| ASSIGNMENT |
For the data below, work out the number of lines containing the string "street" and answer with that number only.

::::

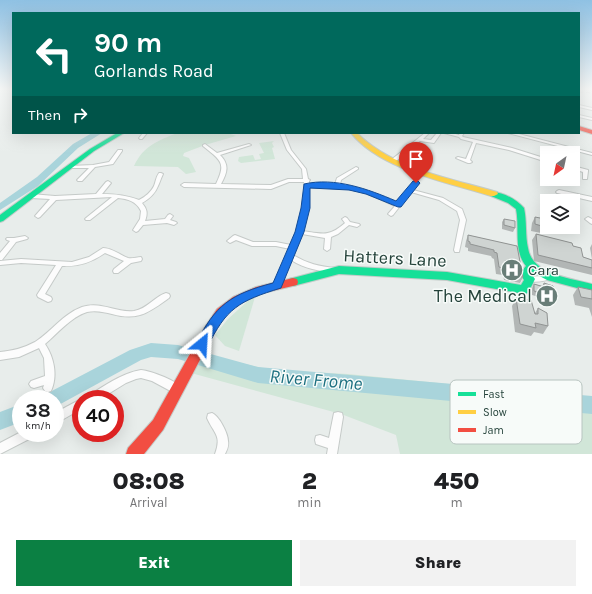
<!DOCTYPE html>
<html lang="en">
<head>
<meta charset="utf-8">
<style>
  :root { --surface:#fff; --page:#f2f2f2; --text:#202124; --muted:#757577; --accent:#0b8043 }
  body { margin:0; font-family:Karla,sans-serif; background:var(--page); color:var(--text); height:100vh; display:flex; flex-direction:column; font-size:15px; white-space:nowrap }
  * { box-sizing:border-box; margin:0 }
  p { font-size:13px; color:var(--muted) }
  .icon { flex:none; width:22px; height:22px; fill:none; stroke:currentColor; stroke-width:2; stroke-linecap:round; stroke-linejoin:round }
  .map { position:relative; height:454px; overflow:hidden }
  .details { display:flex; flex-direction:column; background:var(--surface); flex:1 }
  .details>* { flex:none }
  .guide { position:absolute; left:12px; top:12px; width:568px; height:122px; border-radius:0px; box-shadow:0 4px 16px #0002; background:#00695c; color:#fff; overflow:hidden }
  .needle { width:26px; rotate:213deg }
  .buttons { position:absolute; left:540px; top:146px; display:grid; gap:8px }
  .buttons a { display:grid; place-items:center; width:40px; height:40px; border-radius:0px; background:var(--surface); box-shadow:0 4px 16px #0002; font-size:20px }
  .speed { position:absolute; left:12px; top:390px; display:flex; gap:8px; font-size:20px; font-weight:700; text-align:center }
  .speed>* { display:grid; place-content:center; width:52px; height:52px; border-radius:50%; background:var(--surface); box-shadow:0 4px 16px #0002; line-height:1 }
  .speed small { font-size:10px; font-weight:400 }
  .speed .limit { border:6px solid #d22; background:#fff; color:#111 }
  .pin { position:absolute; display:grid; place-items:center; width:34px; height:34px; color:#fff; margin:-41px -17px; border-radius:50% 50% 50% 0; rotate:-45deg; box-shadow:0 0 4px #0007 }
  .pin .icon { rotate:45deg }
  .me { position:absolute; width:44px; margin:-22px; rotate:27deg; stroke-linejoin:round; filter:drop-shadow(0 0 3px #0008) }
  .turn { display:flex; align-items:center; gap:14px; height:84px; padding:0 16px; font-size:18px }
  .turn .icon { width:52px; height:52px; stroke-width:2.5 }
  .turn b { display:block; font-size:28px; line-height:34px }
  .then { display:flex; align-items:center; height:38px; padding:0 16px; background:#0003; gap:8px; font-size:15px }
  .eta { display:flex; justify-content:space-evenly; align-items:center; height:68px; text-align:center }
  .eta b { font-size:24px; font-weight:800; line-height:28px }
  .cta { display:flex; gap:8px; margin-top:auto; padding:8px 16px }
  .cta a { flex:1; height:46px; border-radius:0px; background:var(--accent); color:#fff; font-size:16px; font-weight:800; line-height:46px; text-align:center }
  .cta a+a { background:var(--page); color:var(--text) }
  .map>svg:first-child { display:block }
</style>
</head>
<body>
<div class="map">
<svg width="592" height="454" viewBox="0 0 592 454">
  <rect width="100%" height="100%" fill="#e8edeb"/>
  <g fill="#d1e6d8">
    <path d="M177 133H228L236 136 205 145 184 153 183 156 189 158 196 172 186 174 178 167 134 166C144 145 158 141 177 133Z"/>
    <path d="M274 141 272 143 274 147 272 148 275 159 241 163 238 161 239 157 253 155 255 160 261 159 259 154 264 153 259 143Z"/>
    <path d="M255 297 239 351 225 346 215 335 228 319 250 299Z"/>
    <path d="M201 354 272 370 348 374 592 398V454H400L396 435 341 414 191 373Z"/>
  </g>
  <g fill="none" stroke-linecap="round" stroke-linejoin="round">
    <g fill="#a9d4db" fill-rule="evenodd">
      <path d="M92 133H102L78 148 38 186 0 210V203L37 177 73 144Z"/>
      <path d="M151 343 178 345 258 367 592 396V414L258 383 178 359 151 357 141 360 55 407V399H45L48 393 130 350Z"/>
      <path d="M21 404V422L0 430V412Z"/>
    </g>
    <g stroke="#c5cac8" stroke-width="2">
      <g id="street">
        <path d="M579 105 592 108V110L579 107Z"/>
        <path d="M579 115 592 118V120L579 117Z"/>
        <path d="M143 133H147L142 139H140L139 138Z"/>
        <path d="M280 133H284L291 150 306 169 308 179 310 180 309 181V184H335L337 178 356 167 358 168V169L341 180 340 185 363 189 397 203 407 191V189C411 188 412 182 416 181L419 183 413 190 443 198 462 209 466 220 459 252H455L454 250 460 220 457 211 439 200 411 192 393 215 391 216 388 214 395 206C379 199 364 191 347 189 335 186 322 187 309 188L308 208 303 231C323 234 329 237 345 223L342 219 345 217 347 218 350 222 359 224 360 225 357 227 349 225 338 234 331 237 330 249 327 251 324 249 325 238 302 234 293 255C308 264 319 266 335 268H337L338 270 337 272H335C319 271 305 269 291 260L280 288 277 289 274 288 273 286 290 249 276 246H252L236 240 230 243 227 241 233 236 235 235 253 242H276L291 245C298 229 307 199 304 182H289L271 189 184 187 181 185 184 183 216 184C227 162 220 160 203 146V145L205 144 217 153 249 144 251 145 220 155C230 165 227 173 221 184L271 185 288 179H303L302 169 287 150Z"/>
        <path d="M425 133H429L423 139 431 140 437 133H441L434 143 420 141 395 162H391V160Z"/>
        <path d="M444 133H452L459 135 460 133H464L462 136 463 137 512 148 547 159V162L509 150 476 143 470 160 472 162 470 163H468L456 158 458 157 466 159 473 142 461 139 459 137Z"/>
        <path d="M508 133H515L592 153V155Z"/>
        <path d="M118 150H122V151L113 164 95 167 82 181H78L77 180 89 168H70L68 167 70 166 93 165 109 162Z"/>
        <path d="M573 166 588 170V171L587 179H583V172L573 169Z"/>
        <path d="M159 173H161L163 174C161 178 160 182 158 186 155 194 149 199 142 203 147 209 148 213 145 221L165 219 168 215 170 214 173 216 170 220 176 222 177 223 174 225 167 223 143 225 138 231 136 232 133 230 140 219 141 211C136 201 128 199 118 198L90 220H86L85 219 86 218 112 197 56 200 40 217 38 218 35 216 50 199 31 198 28 196 31 194 55 196 96 194 106 182 108 181 111 183 102 194C115 194 126 195 139 200 145 197 151 192 154 186 156 181 156 177 159 173Z"/>
        <path d="M559 190 592 197V201L557 193 556 192 557 191Z"/>
        <path d="M588 217 592 219V224L590 223 585 219Z"/>
        <path d="M25 236 28 238 27 239 16 242 2 260H0V253L10 241 7 240 6 239 7 238H14Z"/>
        <path d="M103 248C112 248 120 255 128 258 132 259 137 257 141 257L142 259 141 261 131 263 118 273H114L113 271 114 269 124 261 105 253C92 262 79 267 62 266L45 294 51 297 52 299 51 301 48 302 38 297 37 295 56 265 21 263 0 265V261L21 259 72 262 89 257Z"/>
        <path d="M551 273 553 274 555 276 553 278C545 281 537 283 527 281L526 279 527 277 542 276Z"/>
        <path d="M166 293 169 294 170 296 169 298C148 313 138 321 112 314 104 312 96 310 87 312 71 317 58 333 45 344 54 357 58 376 51 391L48 392 45 391 43 388 44 385 34 388 31 387 29 384 31 381 45 376 44 358 39 348 19 357 0 360V352C12 351 24 348 35 342 52 331 63 314 82 307 101 301 116 313 134 311 147 309 154 297 166 293Z"/>
        <path d="M141 370C151 371 179 381 183 390L181 393 178 395 152 381 141 378 136 379 126 383 100 399H86L88 396C104 386 122 373 141 370Z"/>
        <path d="M81 399V409L55 424V413Z"/>
        <path d="M338 412 342 413 343 417 337 454H327L328 448 316 444 315 440 316 436 320 435 329 438 334 413Z"/>
        <path d="M212 413C219 416 228 433 228 441 229 446 227 450 225 454H215C222 435 214 434 207 418L208 414Z"/>
        <path d="M21 432V433H34L33 437 0 454V443Z"/>
      </g>
    </g>
    <g stroke="#c3cbc8" stroke-width="2">
      <g id="fast">
        <path d="M117 133H124L94 151 3 221 0 222V215L90 149Z"/>
        <path d="M491 192C502 191 517 200 524 208 527 221 525 235 528 248 532 275 571 278 592 284V292L547 280 532 272V275L535 279 528 293 524 294 447 280 339 274 293 286 289 285 288 282 289 279 339 266 447 272 521 285 524 280C520 275 522 270 526 266 513 250 520 228 516 209L508 203 491 196 490 194Z"/>
      </g>
    </g>
    <g stroke="#c3cbc8" stroke-width="2">
      <path id="slow" d="M351 133H357C393 169 450 178 497 192L498 194 494 196H491C447 182 381 170 351 133Z"/>
    </g>
    <g stroke="#c3cbc8" stroke-width="2">
      <g id="jam">
        <path d="M579 126 592 130V134L579 130Z"/>
        <path d="M293 278 297 279 298 282 297 285 263 293 241 303 225 315 213 335 163 430 144 454H126L128 448 153 420 205 327 217 309 233 297 256 287Z"/>
      </g>
    </g>
    <use href="#street" fill="#fcfcfc" fill-rule="evenodd"/>
    <use href="#fast" fill="#16e098" fill-rule="evenodd"/>
    <use href="#slow" fill="#ffcf43" fill-rule="evenodd"/>
    <use href="#jam" fill="#f24e42" fill-rule="evenodd"/>
    <path stroke="#c9cdcc" stroke-width="1" stroke-dasharray="4.5 2.5" stroke-linecap="butt" d="M579 92 592 93"/>
  </g>
  <g fill="#b2b6b5">
    <path d="M535 217 545 227 541 233 531 231 532 223Z"/>
    <path d="M504 219 515 228 513 232 502 229V222Z"/>
    <path d="M536 234 573 246 583 257 592 260V275L534 261 532 240Z"/>
    <path d="M468 235 517 246 523 277 520 283 504 280 503 275 496 274 494 259 492 258 491 256 468 251V248L465 247 466 241Z"/>
    <path d="M592 244V259L590 248Z"/>
    <path d="M544 283 555 294 552 298H551L550 300 532 295V288L534 284 542 286Z"/>
    <path d="M578 287 592 290V317L589 308 575 305 573 295Z"/>
    <path d="M516 298 535 313 538 308 548 326 543 334 534 332 531 336 515 332 512 306Z"/>
  </g>
  <g fill="#cfd4d2" stroke="#919493">
    <path d="M535 217 545 219V227L535 224Z"/>
    <path d="M504 219 515 221V228L504 225Z"/>
    <path d="M536 234 572 243 573 246 581 248 583 257 592 260V268L538 255Z"/>
    <path d="M468 235 517 246 523 277 507 274 506 269 499 267 497 253 494 252V250L470 244V242L468 241Z"/>
    <path d="M544 283 553 286 555 294 552 293V296L534 291V284L544 287Z"/>
    <path d="M578 287 592 290V299L581 297Z"/>
    <path d="M516 298 531 300 535 314H538V308L547 313 548 326 535 323 536 328 520 324Z"/>
  </g>
  <linearGradient id="sky" x2="0" y2="1"><stop stop-color="#8fc1e3"/><stop offset="0.58" stop-color="#f5f7f6"/><stop offset="1" stop-color="#f5f7f6" stop-opacity="0"/></linearGradient>
  <rect width="592" height="153" fill="url(#sky)"/>
  <path fill="#1a73e8" stroke="#114b97" d="M413 181H418L420 183 401 207H398L366 194 349 190 310 188V208L304 232 281 288C239 301 226 308 207 348L202 350 198 348 196 344C215 305 231 294 273 283L295 232 301 208 304 184C335 177 368 189 396 201Z"/>
  <defs>
    <g id="hospital-disc" transform="scale(1.15)"><circle r="9.5" fill="#697e78" stroke="#f7fbf9"/><path d="M-5-5h3v3.5h4V-5h3V5h-3V1.5h-4V5h-3Z" fill="#fff"/></g>
  </defs>
  <g fill-rule="evenodd">
    <use href="#hospital-disc" x="512" y="270"/>
    <use href="#hospital-disc" x="547" y="296"/>
  </g>
  <g text-anchor="middle" dominant-baseline="central" stroke-width="3" stroke-linejoin="round" paint-order="stroke">
    <g font-size="15" fill="#24423a" stroke="#f7fbf9" text-anchor="start">
      <text x="528" y="270">Cara</text>
    </g>
    <g font-size="18" fill="#24423a" stroke="#f7fbf9">
      <text transform="translate(395 258) rotate(3)">Hatters Lane</text>
    </g>
    <g font-size="18" fill="#24423a" stroke="#f7fbf9" text-anchor="end">
      <text x="532" y="296">The Medical</text>
    </g>
    <g font-size="19" font-style="italic" fill="#1c6f80" stroke="#f7fbf9">
      <text transform="translate(316 380) rotate(5)">River Frome</text>
    </g>
  </g>
  <rect x="450" y="380" width="132" height="64" rx="6" fill="#f7fbf9" stroke="#b8c4c0" stroke-width="1"/>
  <rect x="458" y="392" width="18" height="4" fill="#16e098"/>
  <rect x="458" y="410" width="18" height="4" fill="#ffcf43"/>
  <rect x="458" y="428" width="18" height="4" fill="#f24e42"/>
  <g font-size="11" fill="#24423a">
    <text x="483" y="398">Fast</text>
    <text x="483" y="416">Slow</text>
    <text x="483" y="434">Jam</text>
  </g>
</svg>
<div class="buttons">
<a><svg class="needle" viewBox="-14 -14 28 28"><path d="M0-13l5 13h-10z" fill="#e53935"/><path d="M0 13l5-13h-10z" fill="#757577"/></svg></a>
<a><svg class="icon" aria-label="layers" viewBox="0 0 24 24"><path d="M12 4l9 5-9 5-9-5zM3 14l9 5 9-5"/></svg></a>
</div>
<div class="speed"><div>38<small>km/h</small></div><div class="limit">40</div></div>
<div class="pin" style="left:416px;top:183px;background:#d93025"><svg class="icon" aria-label="arrive" viewBox="0 0 24 24"><path d="M6 21V4h12l-3 4 3 4H6"/></svg></div>
<svg class="me" style="left:202px;top:344px" viewBox="-20 -20 40 40"><path d="M0-17L14 15 0 8-14 15z" fill="#1a73e8" stroke="#fff" stroke-width="4"/></svg>
<div class="guide">
<div class="turn"><svg class="icon" aria-label="left" viewBox="0 0 24 24"><path d="M17 20v-9H6M10 6l-5 5 5 5"/></svg><div><b>90 m</b>Gorlands Road</div></div>
<div class="then">Then<svg class="icon" aria-label="right" viewBox="0 0 24 24"><path d="M7 20v-9h11M14 6l5 5-5 5"/></svg></div>
</div>
</div>
<section class="details">
<div class="eta">
<div><b>08:08</b><p>Arrival</p></div>
<div><b>2</b><p>min</p></div>
<div><b>450</b><p>m</p></div>
</div>
<div class="cta"><a>Exit</a><a>Share</a></div>
</section>
</body>
</html>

::::

| REPLY |
2